Recruiter leads by example for athletes

Pat Hickey


Figuring out the recipe to Mike Hillyard’s success is as simple as his recruiting pitch to prospective student-athletes.

Expectations from the 16-time Great Lakes Valley Conference cross country coach of the year are demanding but essential for success in a survival of the fittest world.

“The last thing I tell every recruit is ‘you’re going to have to love to compete,’” Hillyard said. “I think they come for the structure and stick around for the success and the relationships built during that success.”

It’s been said that collegiate athletes have to choose two between academics, athletics and a personal life. The decision seems obvious. But carrying it out is not as easy as it sounds.

Not all of Hillyard’s runners can immediately adapt to the regimen of “study, run, eat and sleep.” For some, it takes time.

Five-time All-American Michael Jordan struggled to keep up his grades early on in his career at USI. Jordan now serves as an assistant to Hillyard while earning his degree in nursing.

“He’ll never give up on you,” Jordan said. “One of the most important things he would always tell us was that it didn’t matter what we did for the three hours of training. What mattered was what we did the other 21 hours. It requires a lot of discipline that not all 18-year-olds are ready to deal with.”

Transitioning to such a lifestyle depends on many factors. Most can have a personal life in high school because the training isn’t as strenuous. Cross country runners log about 95-miles per week.

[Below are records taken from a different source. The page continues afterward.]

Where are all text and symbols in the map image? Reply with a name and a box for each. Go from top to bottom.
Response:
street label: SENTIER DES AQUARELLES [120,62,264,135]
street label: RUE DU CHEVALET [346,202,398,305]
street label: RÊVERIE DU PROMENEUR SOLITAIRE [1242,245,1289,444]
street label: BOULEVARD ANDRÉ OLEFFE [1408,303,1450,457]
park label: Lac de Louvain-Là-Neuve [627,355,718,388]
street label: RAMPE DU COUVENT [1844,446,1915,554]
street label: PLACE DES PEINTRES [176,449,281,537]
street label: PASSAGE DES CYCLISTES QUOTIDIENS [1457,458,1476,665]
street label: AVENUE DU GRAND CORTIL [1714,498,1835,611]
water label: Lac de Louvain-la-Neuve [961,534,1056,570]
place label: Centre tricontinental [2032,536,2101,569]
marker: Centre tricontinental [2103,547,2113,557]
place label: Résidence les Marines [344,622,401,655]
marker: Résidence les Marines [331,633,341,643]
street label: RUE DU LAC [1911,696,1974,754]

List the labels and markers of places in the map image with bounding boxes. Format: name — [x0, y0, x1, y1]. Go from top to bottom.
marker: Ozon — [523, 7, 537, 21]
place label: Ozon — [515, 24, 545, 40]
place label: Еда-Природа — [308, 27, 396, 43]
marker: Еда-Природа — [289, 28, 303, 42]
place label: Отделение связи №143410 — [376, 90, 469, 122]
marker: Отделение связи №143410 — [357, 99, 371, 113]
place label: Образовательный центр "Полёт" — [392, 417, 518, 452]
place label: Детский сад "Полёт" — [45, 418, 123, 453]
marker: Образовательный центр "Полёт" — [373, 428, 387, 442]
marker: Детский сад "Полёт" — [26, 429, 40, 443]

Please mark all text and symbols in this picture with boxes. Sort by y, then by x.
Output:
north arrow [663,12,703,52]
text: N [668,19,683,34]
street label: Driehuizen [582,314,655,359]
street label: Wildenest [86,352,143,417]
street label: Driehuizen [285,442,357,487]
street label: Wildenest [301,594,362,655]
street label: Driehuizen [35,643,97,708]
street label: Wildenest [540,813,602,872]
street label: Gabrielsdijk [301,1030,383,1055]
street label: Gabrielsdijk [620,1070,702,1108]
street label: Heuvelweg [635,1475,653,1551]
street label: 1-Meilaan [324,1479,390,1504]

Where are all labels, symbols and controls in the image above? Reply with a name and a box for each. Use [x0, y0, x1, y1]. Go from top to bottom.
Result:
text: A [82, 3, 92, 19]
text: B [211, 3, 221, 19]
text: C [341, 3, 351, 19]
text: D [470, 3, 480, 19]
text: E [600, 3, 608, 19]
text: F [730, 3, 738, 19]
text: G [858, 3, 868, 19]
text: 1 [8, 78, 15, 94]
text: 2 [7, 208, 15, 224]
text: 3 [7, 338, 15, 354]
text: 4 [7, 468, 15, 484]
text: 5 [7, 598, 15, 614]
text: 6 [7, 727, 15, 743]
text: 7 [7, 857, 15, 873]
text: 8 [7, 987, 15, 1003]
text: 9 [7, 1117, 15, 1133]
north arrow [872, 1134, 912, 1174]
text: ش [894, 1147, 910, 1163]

For sophomore Johnnie Guy, it also depended on size of the university and familiarity with his surroundings.

Guy originally ran cross country at Purdue, but he transferred to USI after his first semester to join forces with his brother, Josh. The transition has paid dividends for the No.7-ranked Eagles so far, as Guy recently turned in the top overall time at the Spartan Invitational on Sept. 13.

“We’re pretty close, so it’s cool,” Guy said. “It was a little weird not running with him (Josh) when I was at Purdue, so that did play a little bit of a part in me transferring. I think it’s cool having your brother on the line with you.”

USI will return to action at 8 a.m. on Saturday in Louisville, Ky., for the Greater Louisville Classic.